#### [Task to complete]
Before printing, remove every picture; then print the lines below exactly, from the first line through the line containing "height:6px; margin:-3px; padding:0".

[Extracted data entries]
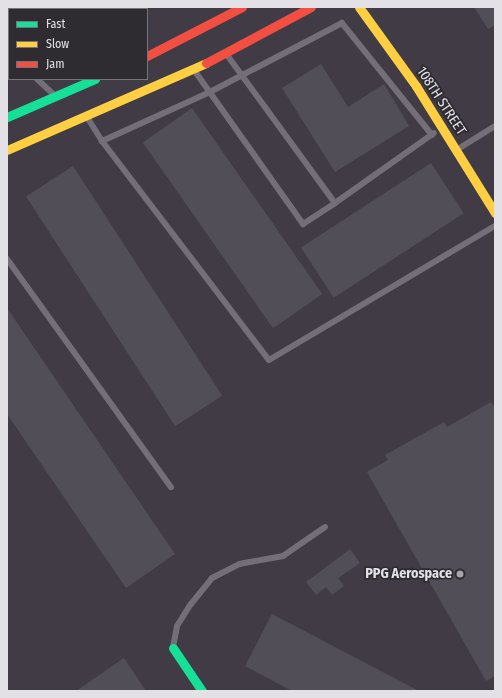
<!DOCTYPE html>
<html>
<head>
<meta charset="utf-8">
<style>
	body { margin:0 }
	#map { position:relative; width:502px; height:698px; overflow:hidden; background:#38373a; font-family:"Fira Sans Condensed",sans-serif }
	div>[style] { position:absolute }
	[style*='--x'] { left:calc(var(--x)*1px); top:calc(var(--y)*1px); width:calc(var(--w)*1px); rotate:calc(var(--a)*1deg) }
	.built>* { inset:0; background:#403b45 }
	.building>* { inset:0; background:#524e57; transform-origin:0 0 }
	.lane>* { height:6px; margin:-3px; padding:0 3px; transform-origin:3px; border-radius:3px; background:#746e78 }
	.fast>* { height:9px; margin:-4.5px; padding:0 4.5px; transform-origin:4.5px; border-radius:4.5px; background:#16e098 }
	.slow>* { height:9px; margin:-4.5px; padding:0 4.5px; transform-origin:4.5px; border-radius:4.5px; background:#ffcf43 }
	.jam>* { height:9px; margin:-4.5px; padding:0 4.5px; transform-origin:4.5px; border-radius:4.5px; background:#f24e42 }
	.dots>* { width:11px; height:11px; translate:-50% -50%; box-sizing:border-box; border:2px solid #2e2c31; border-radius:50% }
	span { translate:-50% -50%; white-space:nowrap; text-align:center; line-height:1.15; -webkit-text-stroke:3.5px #2e2c31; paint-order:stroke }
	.street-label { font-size:14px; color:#e3e1e5 }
	.poi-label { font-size:14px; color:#e3e1e5; font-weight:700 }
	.right { translate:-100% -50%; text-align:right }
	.frame { position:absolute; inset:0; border:8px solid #e3e1e5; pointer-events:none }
	.legend { position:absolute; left:8px; top:8px; width:140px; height:72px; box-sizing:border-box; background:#2e2c31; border:1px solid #767479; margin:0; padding:5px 7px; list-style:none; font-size:12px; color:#e3e1e5 }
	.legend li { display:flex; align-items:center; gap:8px; height:20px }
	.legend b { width:20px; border:1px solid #767479 }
</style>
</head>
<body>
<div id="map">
	<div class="built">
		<i style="clip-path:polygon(evenodd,7px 7px,495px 7px,495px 691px,7px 691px,7px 7px,9px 9px,147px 9px,147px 79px,9px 79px,9px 9px)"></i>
	</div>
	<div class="building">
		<i style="clip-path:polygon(474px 7px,495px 7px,495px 25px,488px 29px)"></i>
		<i style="clip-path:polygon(321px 64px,348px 107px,384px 84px,409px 126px,335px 172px,282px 88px)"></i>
		<i style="left:192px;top:108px;width:227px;height:60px;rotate:55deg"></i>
		<i style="left:431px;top:163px;width:60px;height:155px;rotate:57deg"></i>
		<i style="left:73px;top:166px;width:274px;height:56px;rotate:57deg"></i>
		<i style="clip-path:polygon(7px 308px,175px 554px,126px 588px,7px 414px)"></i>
		<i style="clip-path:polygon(491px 402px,495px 408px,495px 676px,486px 681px,367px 472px,388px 460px,385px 455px,444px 422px,447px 427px)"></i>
		<i style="clip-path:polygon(350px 549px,360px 563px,338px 578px,344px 586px,332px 595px,326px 587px,316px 595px,306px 582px)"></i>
		<i style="clip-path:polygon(272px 614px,419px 691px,292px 691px,245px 666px)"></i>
		<i style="clip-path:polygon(124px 658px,146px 691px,76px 691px)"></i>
	</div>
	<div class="lane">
		<i style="--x:109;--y:7;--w:2;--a:63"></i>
		<i style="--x:27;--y:9;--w:5;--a:-22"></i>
		<i style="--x:7;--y:18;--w:2;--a:-27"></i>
		<i style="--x:7;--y:50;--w:3;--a:45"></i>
		<i style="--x:227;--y:55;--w:183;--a:53.9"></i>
		<i style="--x:335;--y:203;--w:121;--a:-35.3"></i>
		<i style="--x:194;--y:70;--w:189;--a:54.7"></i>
		<i style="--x:303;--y:224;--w:38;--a:-33"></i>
		<i style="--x:37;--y:79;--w:22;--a:43"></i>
		<i style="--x:87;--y:117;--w:28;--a:58"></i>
		<i style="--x:432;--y:135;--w:144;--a:-128.8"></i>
		<i style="--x:342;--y:23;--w:149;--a:152.4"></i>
		<i style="--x:210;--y:92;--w:119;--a:155.6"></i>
		<i style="--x:102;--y:141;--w:275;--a:52.7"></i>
		<i style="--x:269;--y:360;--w:263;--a:-30.7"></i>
		<i style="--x:458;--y:149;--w:44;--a:-31.9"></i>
		<i style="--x:7;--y:259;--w:281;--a:54.3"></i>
		<i style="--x:173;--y:647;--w:21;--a:-79"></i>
		<i style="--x:177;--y:626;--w:26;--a:-58"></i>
		<i style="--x:191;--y:604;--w:33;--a:-51"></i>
		<i style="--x:212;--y:578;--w:30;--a:-27"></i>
		<i style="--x:239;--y:564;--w:45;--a:-10.3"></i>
		<i style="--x:283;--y:556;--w:51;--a:-34.6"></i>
	</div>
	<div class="fast">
		<i style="--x:7;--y:117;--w:96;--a:-23.4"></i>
		<i style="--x:173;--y:648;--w:52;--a:56"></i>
	</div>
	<div class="slow">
		<i style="--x:359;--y:7;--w:97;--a:54.2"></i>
		<i style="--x:416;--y:86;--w:150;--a:58.1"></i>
		<i style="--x:7;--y:150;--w:217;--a:-23.6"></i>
	</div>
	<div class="jam">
		<i style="--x:147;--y:56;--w:107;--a:-27.3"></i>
		<i style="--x:206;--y:63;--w:119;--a:-28.1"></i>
	</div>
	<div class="dots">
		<i style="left:460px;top:574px;background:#a7a6a9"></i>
	</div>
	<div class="street-label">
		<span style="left:441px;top:101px;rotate:57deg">108TH STREET</span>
	</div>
	<div class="poi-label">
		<span class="right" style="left:452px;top:574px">PPG Aerospace</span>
	</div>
	<div class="frame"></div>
	<ul class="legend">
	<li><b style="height:5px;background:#16e098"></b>Fast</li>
	<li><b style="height:5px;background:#ffcf43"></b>Slow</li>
	<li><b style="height:5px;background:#f24e42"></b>Jam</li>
	</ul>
</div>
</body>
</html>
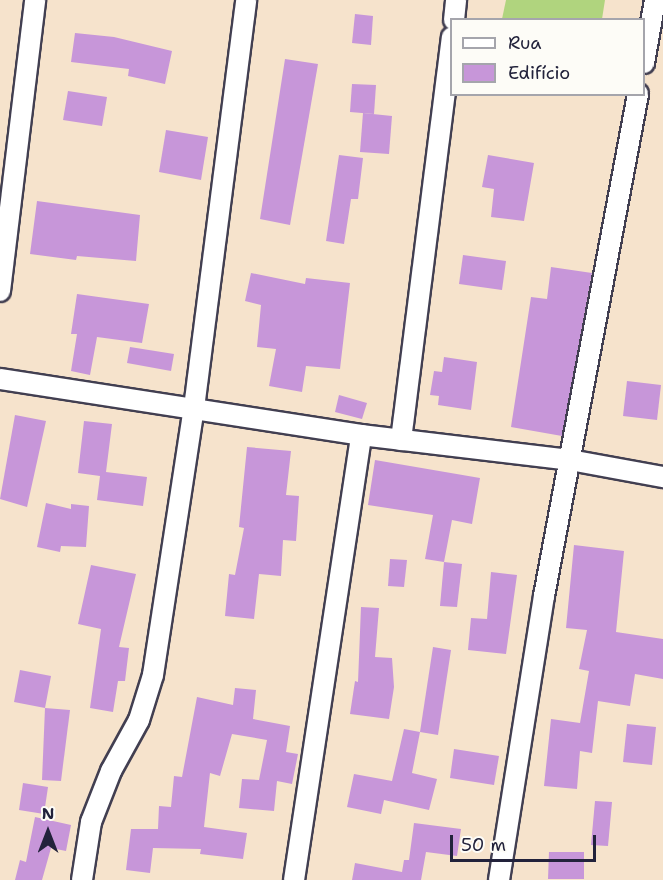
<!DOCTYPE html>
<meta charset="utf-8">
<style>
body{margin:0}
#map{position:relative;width:663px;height:880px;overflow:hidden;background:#f6e3cc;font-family:"Shantell Sans",sans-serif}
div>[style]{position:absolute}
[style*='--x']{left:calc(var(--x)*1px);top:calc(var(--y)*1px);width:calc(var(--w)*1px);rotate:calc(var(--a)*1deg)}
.green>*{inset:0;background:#b0d47e}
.building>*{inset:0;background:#c796d9}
.roads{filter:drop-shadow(2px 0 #423f51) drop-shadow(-2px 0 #423f51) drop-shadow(0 2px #423f51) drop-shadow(0 -2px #423f51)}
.minor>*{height:20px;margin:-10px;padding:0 10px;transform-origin:10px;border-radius:10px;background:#fff}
span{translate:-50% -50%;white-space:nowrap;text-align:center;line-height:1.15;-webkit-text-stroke:5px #fdfcf7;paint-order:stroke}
.legend{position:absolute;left:450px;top:18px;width:195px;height:78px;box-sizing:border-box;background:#fdfcf7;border:2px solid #a5a5ac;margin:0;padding:8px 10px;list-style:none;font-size:18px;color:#22223b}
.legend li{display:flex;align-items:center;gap:12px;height:30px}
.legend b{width:30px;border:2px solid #a5a5ac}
.north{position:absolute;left:18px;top:802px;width:60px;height:60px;-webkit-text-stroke:4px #fdfcf7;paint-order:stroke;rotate:0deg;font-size:16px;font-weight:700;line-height:24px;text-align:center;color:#22223b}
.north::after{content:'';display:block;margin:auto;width:21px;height:27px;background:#22223b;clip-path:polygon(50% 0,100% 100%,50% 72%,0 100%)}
.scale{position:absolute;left:450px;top:835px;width:146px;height:27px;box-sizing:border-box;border:3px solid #22223b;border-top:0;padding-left:8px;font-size:18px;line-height:21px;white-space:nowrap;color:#22223b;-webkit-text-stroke:4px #fdfcf7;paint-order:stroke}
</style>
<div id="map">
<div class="green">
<i style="clip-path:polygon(506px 0,605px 0,602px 19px,502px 19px)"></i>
</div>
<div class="building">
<i style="clip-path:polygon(355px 14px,373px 16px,371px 45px,352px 43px)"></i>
<i style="clip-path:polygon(75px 33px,114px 37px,172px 51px,165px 84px,128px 76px,129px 69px,71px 62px)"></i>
<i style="clip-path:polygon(285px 59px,318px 64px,290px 225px,260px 219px)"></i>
<i style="clip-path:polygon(352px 84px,376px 85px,374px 114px,350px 112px)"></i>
<i style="clip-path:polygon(68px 91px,107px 97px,102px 126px,63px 120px)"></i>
<i style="clip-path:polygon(363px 113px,392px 116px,389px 154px,360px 152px)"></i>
<i style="clip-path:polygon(166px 130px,208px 137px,201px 180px,159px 172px)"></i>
<i style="clip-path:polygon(339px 155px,363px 158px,358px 199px,351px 199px,344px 244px,326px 241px)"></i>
<i style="clip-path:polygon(488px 155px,534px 163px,524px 221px,491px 217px,494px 189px,482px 187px)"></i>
<i style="clip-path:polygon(37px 201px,140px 215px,136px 261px,77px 256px,76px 260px,30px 254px)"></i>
<i style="clip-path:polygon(463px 255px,506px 261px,502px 290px,459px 284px)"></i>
<i style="clip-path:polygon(551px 267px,592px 273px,562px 436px,511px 427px,531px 297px,547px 299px)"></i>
<i style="clip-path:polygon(251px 273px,305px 284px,306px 278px,350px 283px,340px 369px,306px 366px,302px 392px,269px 386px,276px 349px,257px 347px,261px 305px,245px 301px)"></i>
<i style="clip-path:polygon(77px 294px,149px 304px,142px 343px,97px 337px,90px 375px,71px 371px,77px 334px,71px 334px)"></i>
<i style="clip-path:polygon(130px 347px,174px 354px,171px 371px,127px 363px)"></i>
<i style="clip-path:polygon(444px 357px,477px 362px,471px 410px,438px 405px,439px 396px,430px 395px,434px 371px,442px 372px)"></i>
<i style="clip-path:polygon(627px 381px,661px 385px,657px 420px,623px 416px)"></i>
<i style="clip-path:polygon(339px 395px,367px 403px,362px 419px,335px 412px)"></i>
<i style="clip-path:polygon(15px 415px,46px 421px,27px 507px,0 499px)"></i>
<i style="clip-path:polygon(84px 421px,112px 424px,106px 472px,147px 477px,143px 506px,97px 500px,100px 476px,78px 473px)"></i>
<i style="clip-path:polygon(247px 447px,291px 451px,286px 495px,299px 496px,296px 541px,283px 540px,281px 576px,259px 574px,254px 619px,225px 616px,229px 574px,235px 575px,244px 528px,239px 527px)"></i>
<i style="clip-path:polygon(375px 460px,480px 478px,472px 524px,452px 520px,444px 562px,425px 559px,433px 515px,368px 505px)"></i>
<i style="clip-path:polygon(46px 503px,71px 509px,71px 504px,89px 506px,86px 547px,61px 546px,60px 552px,37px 547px)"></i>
<i style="clip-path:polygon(574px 545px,624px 551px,616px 632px,663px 639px,663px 679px,635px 674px,630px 706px,598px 701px,592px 753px,580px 751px,577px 789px,544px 786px,551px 719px,580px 723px,589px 671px,579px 669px,587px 630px,566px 628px)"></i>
<i style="clip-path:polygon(390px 559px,407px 560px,404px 587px,388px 586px)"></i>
<i style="clip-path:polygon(444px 562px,462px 564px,457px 607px,440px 606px)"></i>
<i style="clip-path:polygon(91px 565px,136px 574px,119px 647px,129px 648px,125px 681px,118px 681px,113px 712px,90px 708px,101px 629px,78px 624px)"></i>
<i style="clip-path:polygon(491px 572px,517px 575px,506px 654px,468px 650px,471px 618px,487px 619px)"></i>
<i style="clip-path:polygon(361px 607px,379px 608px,375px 657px,392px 658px,394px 687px,389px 719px,350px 714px,355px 681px,358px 682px)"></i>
<i style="clip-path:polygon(433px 647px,451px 650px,438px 735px,420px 732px)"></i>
<i style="clip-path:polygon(20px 670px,51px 676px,45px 708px,14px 702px)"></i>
<i style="clip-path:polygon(235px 688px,256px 690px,253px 719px,290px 726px,286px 752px,298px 754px,292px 784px,277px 781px,274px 811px,239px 808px,242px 779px,259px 780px,267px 740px,232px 734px,220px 776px,210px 773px,204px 827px,247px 833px,243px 859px,200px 854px,201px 849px,153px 848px,150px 873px,126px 870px,131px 829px,158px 829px,159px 806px,171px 807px,174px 776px,182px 777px,197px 697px,233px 705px)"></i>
<i style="clip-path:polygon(45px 708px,70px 710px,61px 781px,42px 780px)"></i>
<i style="clip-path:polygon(627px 724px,656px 727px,652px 765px,623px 762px)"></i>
<i style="clip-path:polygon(404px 729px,420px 732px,412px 773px,437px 779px,429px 810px,384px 800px,381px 814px,347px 807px,354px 774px,392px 781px)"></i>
<i style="clip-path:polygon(454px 749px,499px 756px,494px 785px,450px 778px)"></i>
<i style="clip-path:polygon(23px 783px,48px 787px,44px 814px,19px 810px)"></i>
<i style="clip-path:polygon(595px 801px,612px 802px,608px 846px,591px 845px)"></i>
<i style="clip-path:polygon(35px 817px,71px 825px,66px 851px,51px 848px,42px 880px,15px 880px,20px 860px,26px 862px)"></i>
<i style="clip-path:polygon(414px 823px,461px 829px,457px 856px,426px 852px,421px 880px,352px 880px,355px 863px,402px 872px,404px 860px,409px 860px)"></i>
<i style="clip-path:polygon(549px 852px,584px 852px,584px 879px,548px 879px)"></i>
</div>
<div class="roads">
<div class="minor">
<i style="--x:454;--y:20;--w:20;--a:-84"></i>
<i style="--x:644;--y:63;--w:64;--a:-80.1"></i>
<i style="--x:0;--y:291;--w:293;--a:-83.1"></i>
<i style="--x:0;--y:379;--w:365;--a:8.8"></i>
<i style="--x:361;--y:435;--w:210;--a:6.8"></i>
<i style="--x:570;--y:460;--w:95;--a:10.4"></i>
<i style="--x:401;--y:440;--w:406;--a:-82.8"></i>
<i style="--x:82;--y:880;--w:59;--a:-81.2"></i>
<i style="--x:91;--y:822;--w:55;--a:-68.6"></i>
<i style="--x:111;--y:771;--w:58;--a:-61.2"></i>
<i style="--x:139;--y:720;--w:47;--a:-72.7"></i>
<i style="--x:153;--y:675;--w:270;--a:-81.3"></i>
<i style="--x:194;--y:408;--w:411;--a:-82.7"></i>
<i style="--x:294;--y:880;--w:450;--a:-81.4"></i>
<i style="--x:499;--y:880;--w:288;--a:-81"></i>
<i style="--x:544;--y:596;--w:511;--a:-79.39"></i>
</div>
</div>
<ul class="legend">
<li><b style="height:8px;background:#fff"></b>Rua</li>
<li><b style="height:16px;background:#c796d9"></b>Edifício</li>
</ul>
<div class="north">N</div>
<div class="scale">50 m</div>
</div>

#### [Answer space]
<!DOCTYPE html>
<html>
<head>
<meta charset="utf-8">
<style>
	body { margin:0 }
	#map { position:relative; width:502px; height:698px; overflow:hidden; background:#38373a; font-family:"Fira Sans Condensed",sans-serif }
	div>[style] { position:absolute }
	[style*='--x'] { left:calc(var(--x)*1px); top:calc(var(--y)*1px); width:calc(var(--w)*1px); rotate:calc(var(--a)*1deg) }
	.built>* { inset:0; background:#403b45 }
	.building>* { inset:0; background:#524e57; transform-origin:0 0 }
	.lane>* { height:6px; margin:-3px; padding:0 3px; transform-origin:3px; border-radius:3px; background:#746e78 }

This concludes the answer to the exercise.